A experiência da semana de quatro dias ganhou apoio de governos e empresas ao redor do mundo, por meio da iniciativa internacional 4 Day Week, que chegou ao Brasil no segundo semestre do ano passado e hoje envolve seis cidades, 22 empresas e 280 trabalhadores.
De modo oficial, o formato ainda tem adesão relativamente baixa no Brasil, mas já é superior ao do home office, conforme aponta a pesquisa da ABRH. Cerca de 7,2% das empresas no País já aderem ao formato, ante 92,8% que trabalham com a semana de cinco dias.
Contudo, vale lembrar que o próprio modelo de negócio pode favorecer ou não a adoção desse tipo de escala em que o trabalhador tem uma folga maior, de três dias, e a tendência de que as empresas convencionais o adotem segue muito baixo.
Conforme a ABRH, apenas 3% das empresas que adotam o formato de trabalho de cinco dias estudam a redução da jornada semanal para quatro dias.

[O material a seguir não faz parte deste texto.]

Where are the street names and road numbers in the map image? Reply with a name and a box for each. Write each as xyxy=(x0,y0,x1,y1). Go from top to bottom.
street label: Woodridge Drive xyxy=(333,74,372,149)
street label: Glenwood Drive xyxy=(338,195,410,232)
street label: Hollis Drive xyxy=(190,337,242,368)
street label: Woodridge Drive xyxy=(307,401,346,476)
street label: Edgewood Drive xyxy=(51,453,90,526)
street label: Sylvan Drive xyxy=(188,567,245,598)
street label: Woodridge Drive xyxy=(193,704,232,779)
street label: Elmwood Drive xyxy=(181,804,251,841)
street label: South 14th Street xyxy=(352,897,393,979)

Ainda assim, já existem, inclusive, propostas legislativas nesse sentido.
O senador Weverton Rocha (PDT-MA), por exemplo, apresentou o Projeto de Lei 1.105/23, que visa alterar a Consolidação das Leis do Trabalho (CLT) e possibilitar a redução de jornada, sem diminuição da remuneração.
O PL foi aprovado em dezembro na Comissão de Assuntos Econômicos (CAE) do Senado e é a proposta de redução de jornada de trabalho com tramitação mais avançada no Legislativo, atualmente.

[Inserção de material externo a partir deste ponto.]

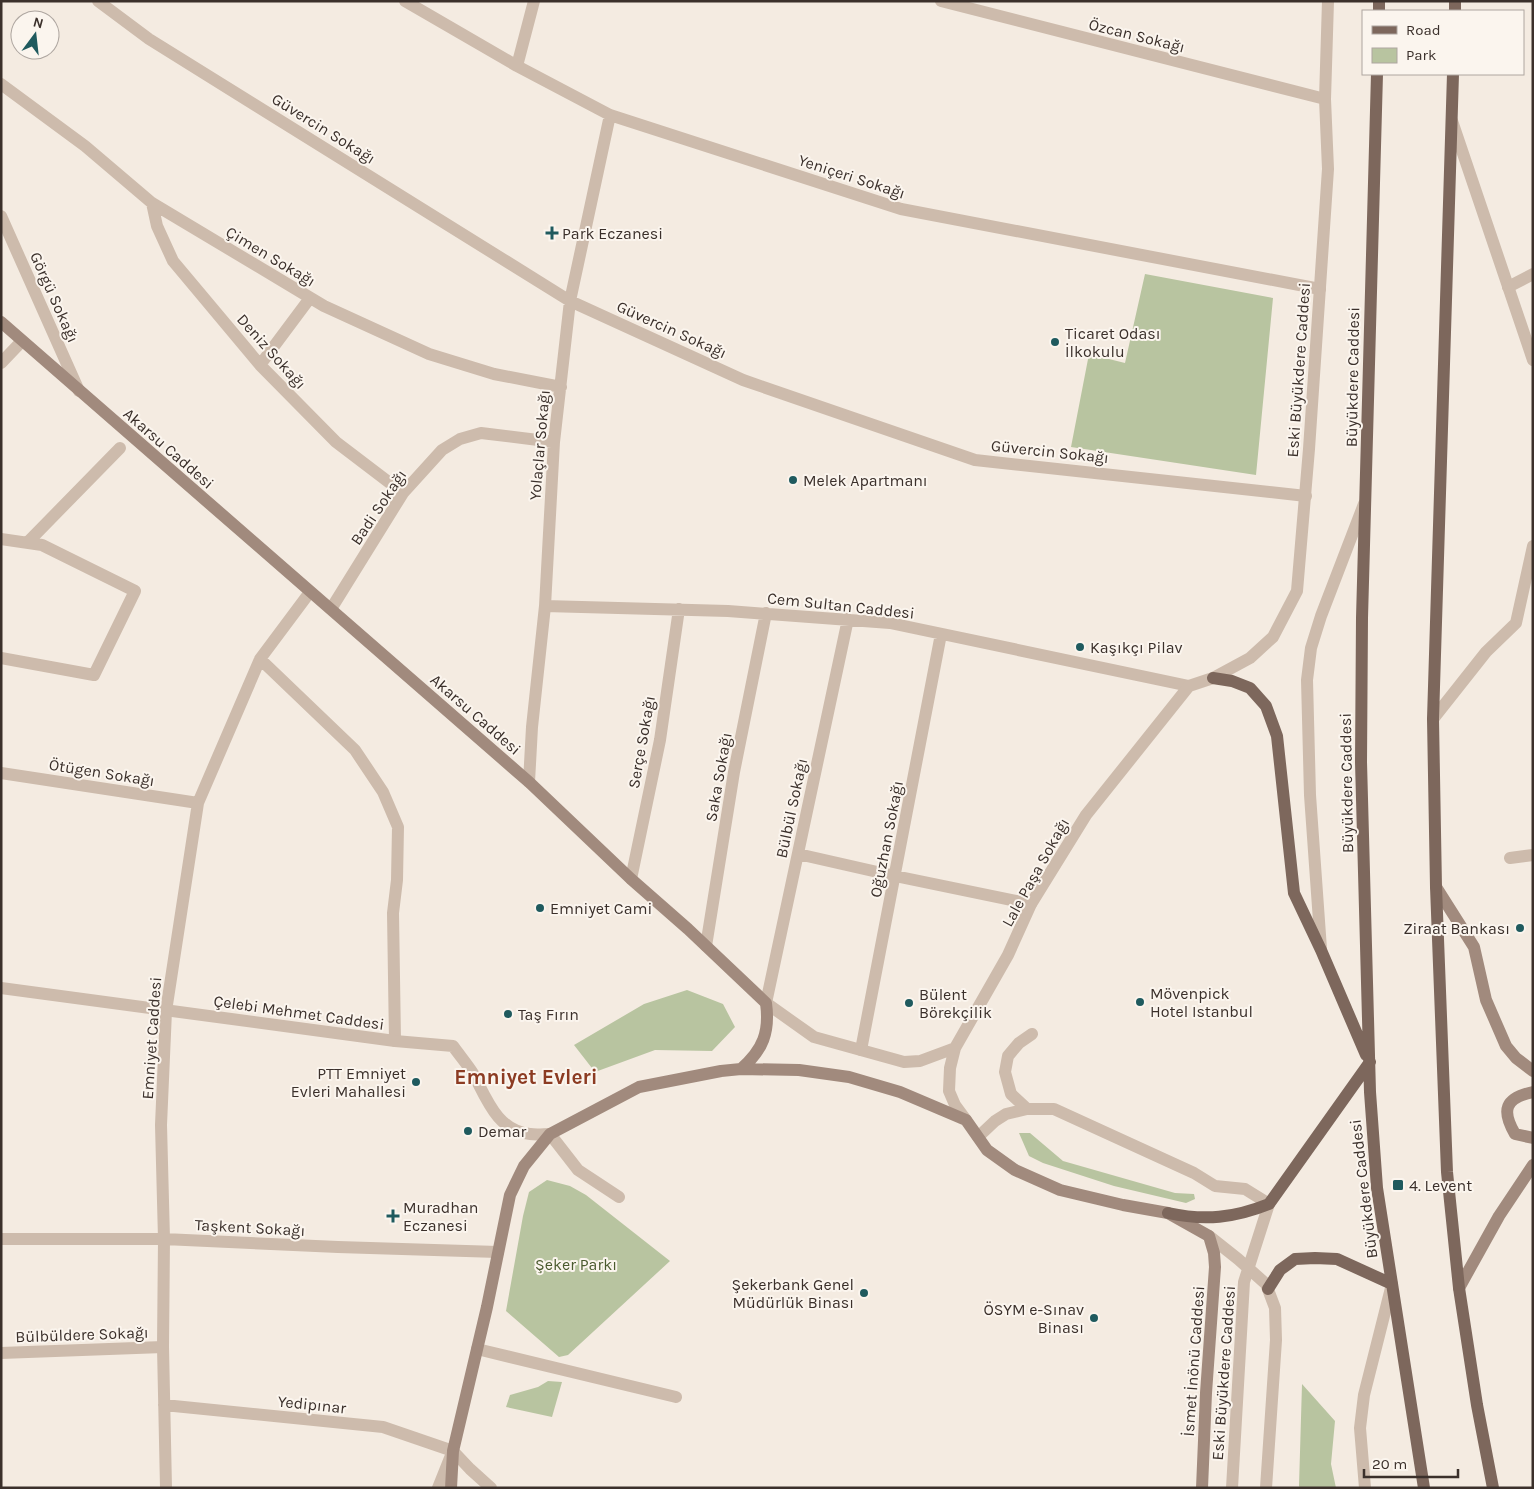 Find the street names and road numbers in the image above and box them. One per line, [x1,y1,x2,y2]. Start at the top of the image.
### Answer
street label: Özcan Sokağı [1087,14,1187,57]
street label: Güvercin Sokağı [268,89,379,168]
street label: Yeniçeri Sokağı [796,150,908,203]
street label: Çimen Sokağı [222,222,319,291]
street label: Görgü Sokağı [26,249,83,345]
street label: Eski Büyükdere Caddesi [1283,282,1314,458]
street label: Güvercin Sokağı [614,297,730,362]
street label: Büyükdere Caddesi [1342,307,1363,447]
street label: Deniz Sokağı [233,310,310,393]
street label: Yolaçlar Sokağı [525,389,554,501]
street label: Akarsu Caddesi [120,404,218,493]
street label: Güvercin Sokağı [990,436,1110,467]
street label: Badi Sokağı [346,466,411,549]
street label: Cem Sultan Caddesi [766,588,915,623]
street label: Akarsu Caddesi [427,670,525,759]
street label: Serçe Sokağı [624,694,659,790]
street label: Büyükdere Caddesi [1336,713,1357,853]
street label: Saka Sokağı [701,731,736,823]
street label: Ötügen Sokağı [48,755,156,790]
street label: Bülbül Sokağı [772,756,811,860]
street label: Oğuzhan Sokağı [866,779,907,899]
street label: Lale Paşa Sokağı [998,814,1073,930]
street label: Emniyet Caddesi [138,976,165,1100]
street label: Çelebi Mehmet Caddesi [212,991,386,1034]
street label: Büyükdere Caddesi [1346,1118,1381,1260]
street label: Taşkent Sokağı [194,1215,306,1240]
street label: İsmet İnönü Caddesi [1179,1285,1208,1437]
street label: Eski Büyükdere Caddesi [1208,1285,1239,1461]
street label: Bülbüldere Sokağı [15,1323,149,1346]
street label: Yedipınar [277,1391,347,1418]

Nesse sentido, a CEO da Umanni e diretora de Pesquisa da ABRH, Eliane Aere, destaca que “a busca por soluções inovadoras e aprimoramentos contínuos são cruciais para o sucesso das pessoas e das companhias”.
Formato híbrido permitiu conciliar hobby e trabalho
O assessor de imprensa Lucas Ribeiro Albuquerque, de 28 anos, foi um dos milhares de profissionais no Ceará que se viram na necessidade de trabalhar remotamente de uma hora para a outra, por conta da crise sanitária global causada pela Covid-19. Formado em Jornalismo desde 2017, ele atuava, quando da chegada da pandemia, com distribuição de conteúdo digital em um veículo de comunicação em Fortaleza, onde ficou até maio de 2022.

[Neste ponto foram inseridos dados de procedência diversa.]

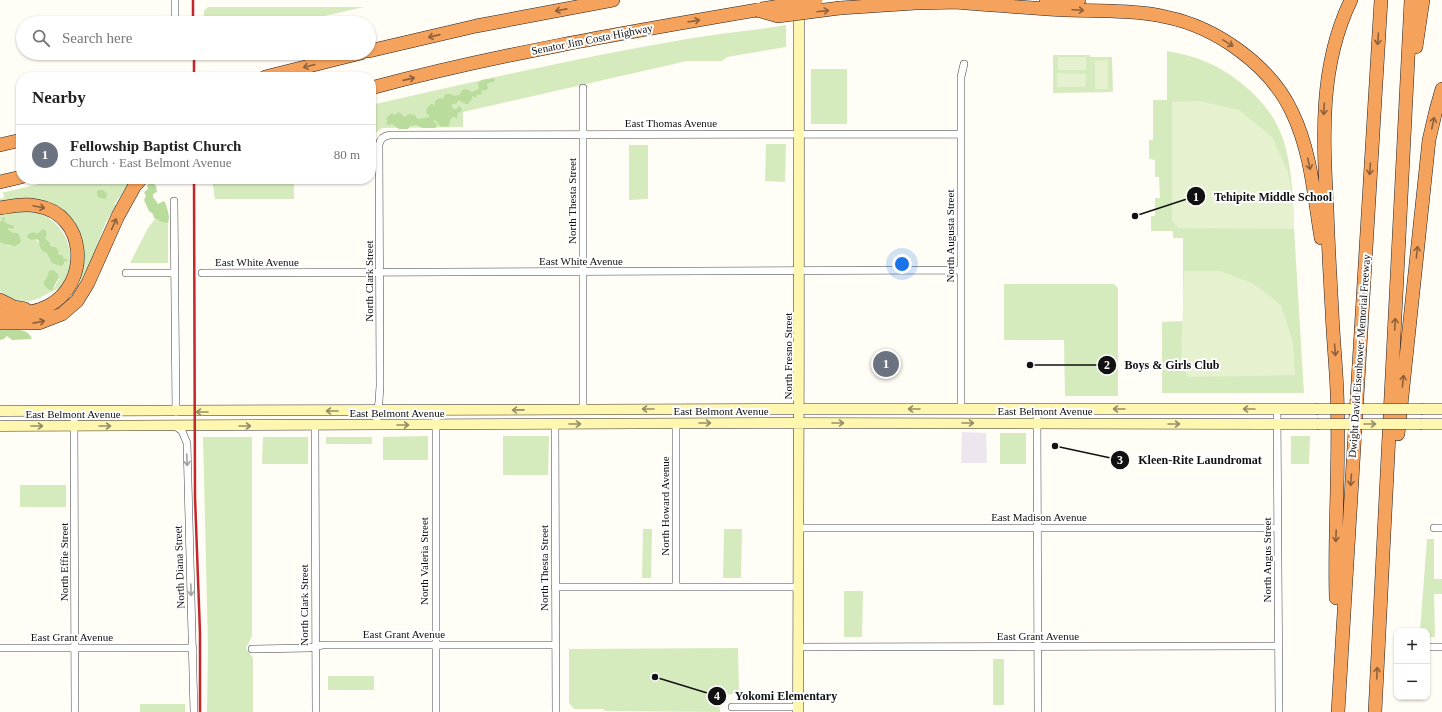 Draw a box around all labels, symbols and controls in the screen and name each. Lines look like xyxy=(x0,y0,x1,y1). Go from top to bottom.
one-way arrow xyxy=(555,6,568,14)
one-way arrow xyxy=(816,7,829,14)
one-way arrow xyxy=(1071,7,1084,14)
search box xyxy=(16,16,376,60)
one-way arrow xyxy=(687,16,700,24)
street label: Senator Jim Costa Highway xyxy=(530,21,654,57)
icon: search xyxy=(30,27,52,49)
text: Search here xyxy=(62,30,132,46)
one-way arrow xyxy=(1375,32,1382,45)
one-way arrow xyxy=(428,33,441,41)
one-way arrow xyxy=(1222,39,1233,47)
one-way arrow xyxy=(303,63,316,70)
one-way arrow xyxy=(402,75,415,82)
text: Nearby xyxy=(32,88,86,107)
one-way arrow xyxy=(1321,102,1328,115)
street label: East Thomas Avenue xyxy=(625,117,717,129)
one-way arrow xyxy=(1429,117,1437,130)
text: Fellowship Baptist Church xyxy=(70,138,241,154)
text: 1 xyxy=(42,147,48,162)
text: 80 m xyxy=(334,147,360,162)
text: Church · East Belmont Avenue xyxy=(70,155,232,170)
one-way arrow xyxy=(1305,157,1313,170)
street label: North Thesta Street xyxy=(566,158,578,244)
one-way arrow xyxy=(1367,162,1374,175)
callout: Tehipite Middle School xyxy=(1186,184,1340,208)
street label: North Augusta Street xyxy=(944,190,956,282)
text: 1 xyxy=(1193,190,1199,204)
text: Tehipite Middle School xyxy=(1214,190,1333,204)
one-way arrow xyxy=(32,203,45,211)
one-way arrow xyxy=(111,219,118,231)
street label: North Clark Street xyxy=(363,240,375,322)
one-way arrow xyxy=(1413,246,1421,259)
street label: Dwight David Eisenhower Memorial Freeway xyxy=(1346,253,1372,458)
your location xyxy=(892,254,912,274)
street label: East White Avenue xyxy=(539,255,623,267)
street label: East White Avenue xyxy=(215,256,299,268)
street label: North Fresno Street xyxy=(782,313,794,399)
one-way arrow xyxy=(32,318,45,326)
one-way arrow xyxy=(1392,318,1399,331)
one-way arrow xyxy=(1331,343,1338,356)
pin: 1 xyxy=(873,349,899,379)
callout: Boys & Girls Club xyxy=(1097,353,1228,377)
text: 2 xyxy=(1104,358,1110,372)
text: Boys & Girls Club xyxy=(1124,358,1220,372)
one-way arrow xyxy=(1400,375,1407,388)
one-way arrow xyxy=(642,405,655,413)
street label: East Belmont Avenue xyxy=(673,405,769,417)
one-way arrow xyxy=(908,405,921,413)
street label: East Belmont Avenue xyxy=(997,405,1093,417)
one-way arrow xyxy=(1113,405,1126,413)
one-way arrow xyxy=(1243,405,1256,413)
one-way arrow xyxy=(512,406,525,414)
one-way arrow xyxy=(326,407,339,415)
street label: East Belmont Avenue xyxy=(349,407,445,419)
street label: East Belmont Avenue xyxy=(25,408,121,420)
one-way arrow xyxy=(196,408,209,416)
one-way arrow xyxy=(698,419,711,427)
one-way arrow xyxy=(831,419,844,427)
one-way arrow xyxy=(961,419,974,427)
one-way arrow xyxy=(568,420,581,428)
one-way arrow xyxy=(1167,420,1180,428)
one-way arrow xyxy=(1363,420,1376,428)
one-way arrow xyxy=(396,421,409,429)
one-way arrow xyxy=(30,422,43,430)
one-way arrow xyxy=(98,422,111,430)
one-way arrow xyxy=(238,422,251,430)
callout: Kleen-Rite Laundromat xyxy=(1110,448,1269,472)
one-way arrow xyxy=(183,453,191,466)
text: 3 xyxy=(1117,453,1123,467)
text: Kleen-Rite Laundromat xyxy=(1138,453,1262,467)
street label: North Howard Avenue xyxy=(659,456,671,556)
one-way arrow xyxy=(1347,473,1355,486)
street label: East Madison Avenue xyxy=(991,511,1087,523)
street label: North Valeria Street xyxy=(418,517,430,605)
street label: North Angus Street xyxy=(1261,518,1273,602)
street label: North Effie Street xyxy=(58,523,70,601)
street label: North Diana Street xyxy=(172,525,186,609)
street label: North Thesta Street xyxy=(538,525,550,611)
one-way arrow xyxy=(1332,529,1339,542)
street label: North Clark Street xyxy=(298,564,310,646)
one-way arrow xyxy=(187,583,194,596)
street label: East Grant Avenue xyxy=(363,628,445,640)
map controls xyxy=(1394,628,1430,700)
button: + xyxy=(1394,628,1430,664)
street label: East Grant Avenue xyxy=(997,630,1079,642)
street label: East Grant Avenue xyxy=(31,631,113,643)
button: − xyxy=(1394,664,1430,700)
one-way arrow xyxy=(1373,667,1381,680)
callout: Yokomi Elementary xyxy=(707,684,845,708)
text: 4 xyxy=(714,689,720,703)
text: Yokomi Elementary xyxy=(735,689,837,703) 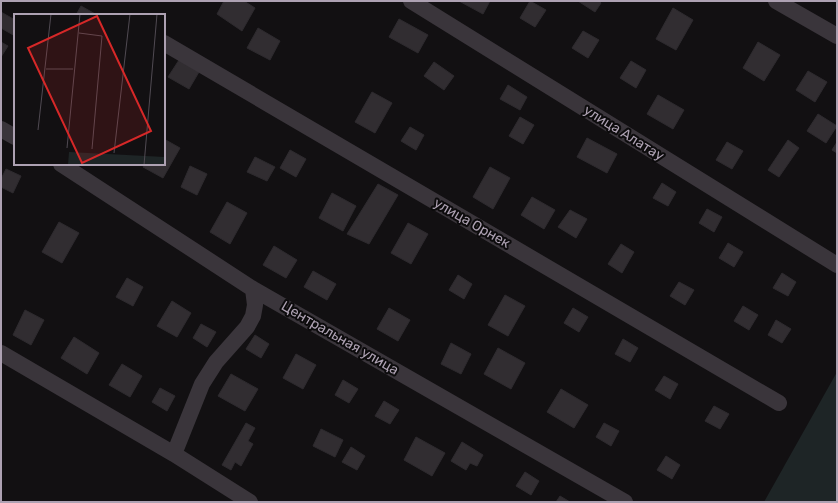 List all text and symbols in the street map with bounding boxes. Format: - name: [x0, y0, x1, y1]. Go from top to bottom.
- inset map: [14, 14, 165, 165]
- street label: улица Алатау: [581, 102, 668, 165]
- street label: улица Орнек: [431, 194, 514, 252]
- street label: Центральная улица: [278, 298, 402, 378]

Depois de tirar um ano sabático, o retorno de Lucas ao mercado de trabalho em 2023 levou em conta o grande hobby por viagens na escolha por uma empresa e por uma função que permitisse conciliar a atividade profissional com a flexibilidade para viajar. "Lá na agência, a maioria dos assessores trabalham três dias no home office e dois na agência, porque atendem mais de um cliente. No meu caso, como atendo uma siderúrgica no Pecém, trabalho três dias lá, um na agência e um home office", explica.
"A escolha desses dias acontece de acordo com a demanda. Geralmente, eu vou para o cliente de terças às quintas e aí eu escolho o dia do home office e o dia que eu vou para agência entre as segundas e às sextas. Quando eu quero fazer uma viagem, por exemplo, como foi no Carnatal, tirei home office uma semana na sexta e na outra semana na segunda e aí consegui quatro dias. Ou seja, no híbrido dá para ter uma mobilidade maior", acrescenta Lucas.
Ele aponta outras vantagens em ter, pelo menos, um dia para trabalhar em casa, como a redução de custo com alimentação e transporte e a possibilidade de tirar um cochilo, após o almoço, mas avalia que a maioria dos empregadores está reduzindo a adesão aos modelos remoto e híbrido. "Há exceções. Tem uma colega minha que trabalha num grande grupo, onde o salário não era dos maiores, mas tinha esse tipo de vantagem e por isso ela optou por ficar lá. É até uma forma de reter talentos", avalia.